Police have pulled people out of there more times than I can count, after fights and drug activity. Only one apartment is occupied as far as I can tell.
Up the street is an industrial complex. On the other side are two bars, the Shirt Factory building and former Price Chopper store within sight as well. A complex of halfway houses is a block west.
This area of Glens Falls’ East End is a mixed industrial-residential neighborhood. It’s been that way for generations, a hardscrabble ‘hood where you see a wide range of personalities. It’s not Bedford Close or Hudson Pointe, and there’s nothing wrong with that. I’ve come to love this neighborhood during my decades working here.
A proposed housing development on the vacant site of a former foundry can only help this little section of town that has seen better days. It boggles my mind that there is such opposition to Warren-Washington Association for Mental Health’s project to construct a new 29-unit apartment building of affordable housing, for the homeless, domestic violence victims and those with mental illness. Many of the people who would live in this home are already in the East End, at the agency’s facility on Maple Street. Having covered the police beat here for more years than I want to admit, I can tell you I can’t remember the last time I heard of any trouble at that Maple Street site.

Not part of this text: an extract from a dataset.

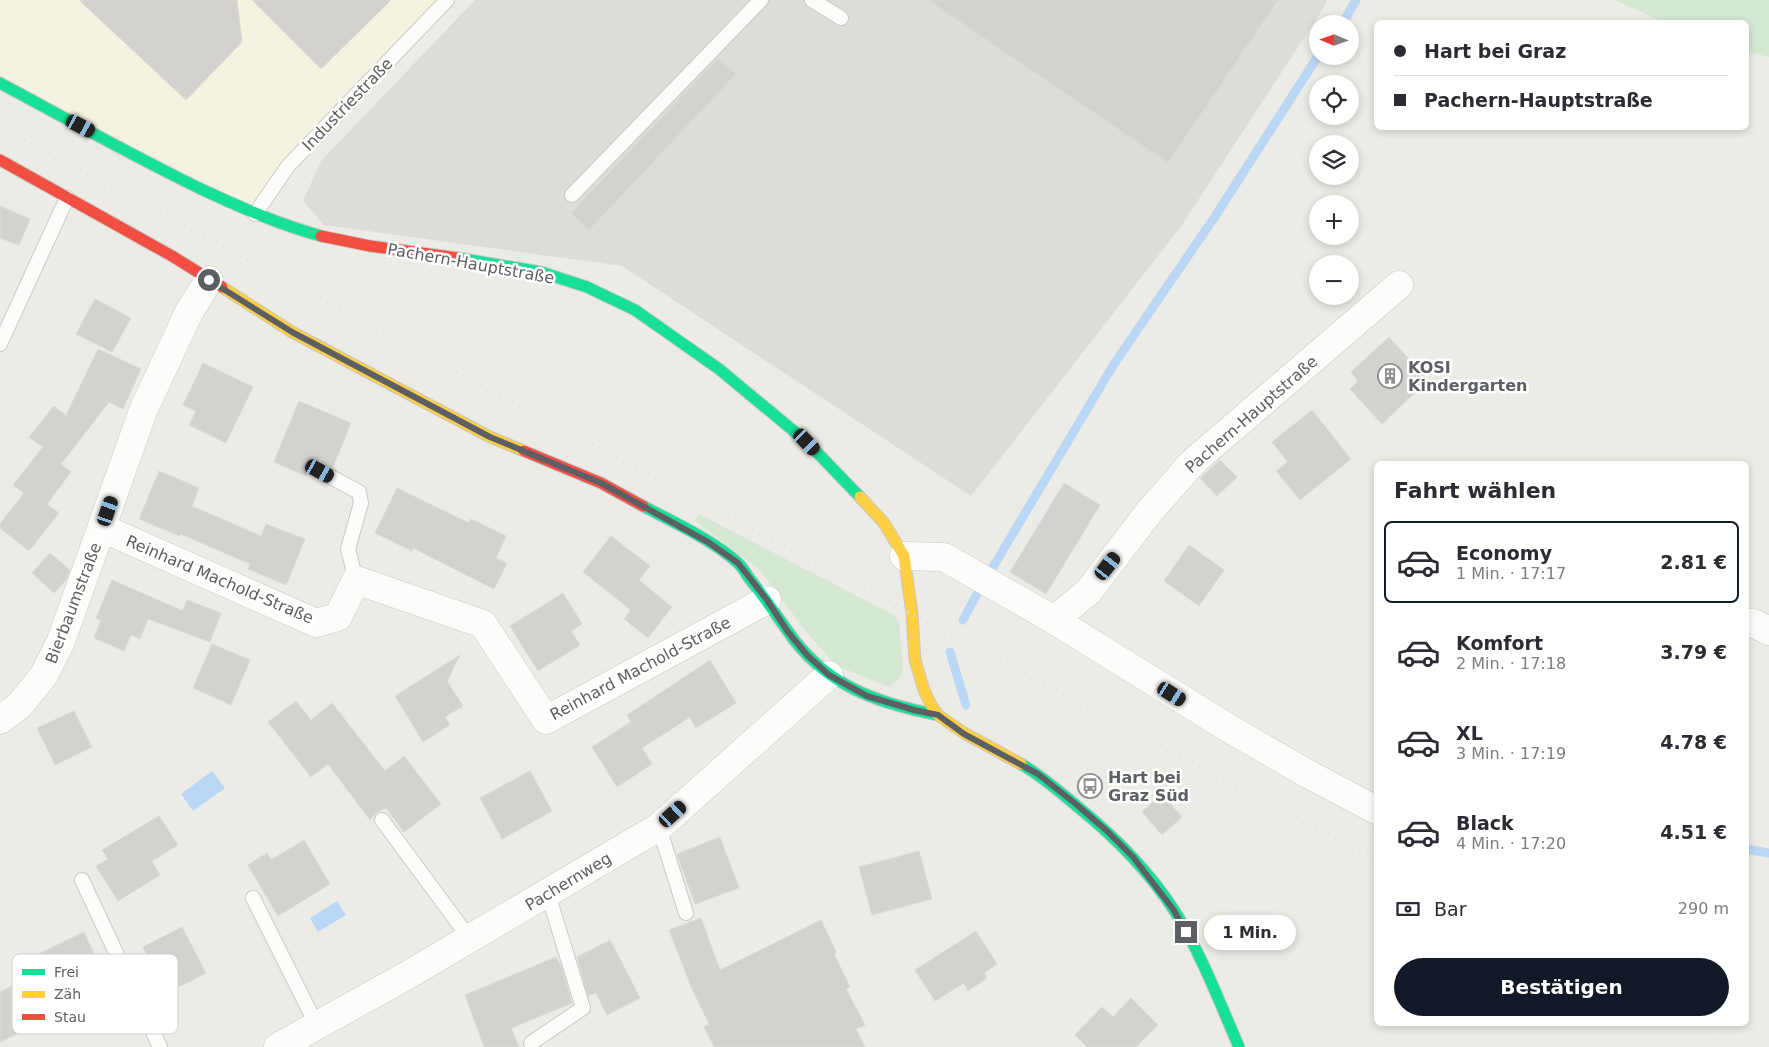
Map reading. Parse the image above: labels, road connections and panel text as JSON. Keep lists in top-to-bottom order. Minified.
{"streets":{"main road":["Pachern-Hauptstraße"],"street":["Reinhard Machold-Straße","Bierbaumstraße","Pachernweg"],"lane":["Industriestraße"]},"crossings":[["Industriestraße","Pachern-Hauptstraße"],["Reinhard Machold-Straße","Bierbaumstraße"]],"places":{"building":["KOSI Kindergarten"],"bus stop":["Hart bei Graz Süd"]},"legend":["Frei","Zäh","Stau"],"north":"left","page":{"map_buttons":["+","−"],"banner":["Hart bei Graz","Pachern-Hauptstraße"],"heading":"Fahrt wählen","list":[{"name":"Economy","note":"1 Min. · 17:17","value":"2.81 €"},{"name":"Komfort","note":"2 Min. · 17:18","value":"3.79 €"},{"name":"XL","note":"3 Min. · 17:19","value":"4.78 €"},{"name":"Black","note":"4 Min. · 17:20","value":"4.51 €"}],"pay":["Bar","290 m"],"bubble":"1 Min.","buttons":"Bestätigen"}}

Let’s be clear about what the beef is here. It’s not the lack of tax payments. It’s NIMBYism. If this project was going into Ward 4, the west end of Queensbury or somewhere else, Ward 1’s elected officials and residents wouldn’t be up in arms. We’re not talking about criminals here. The residents of this aesthetically pleasing new complex would be victims, the homeless, those who need help. Many of these people are already our neighbors, the people we see walking to Family Dollar or Stewart’s. People we shouldn’t turn our back on.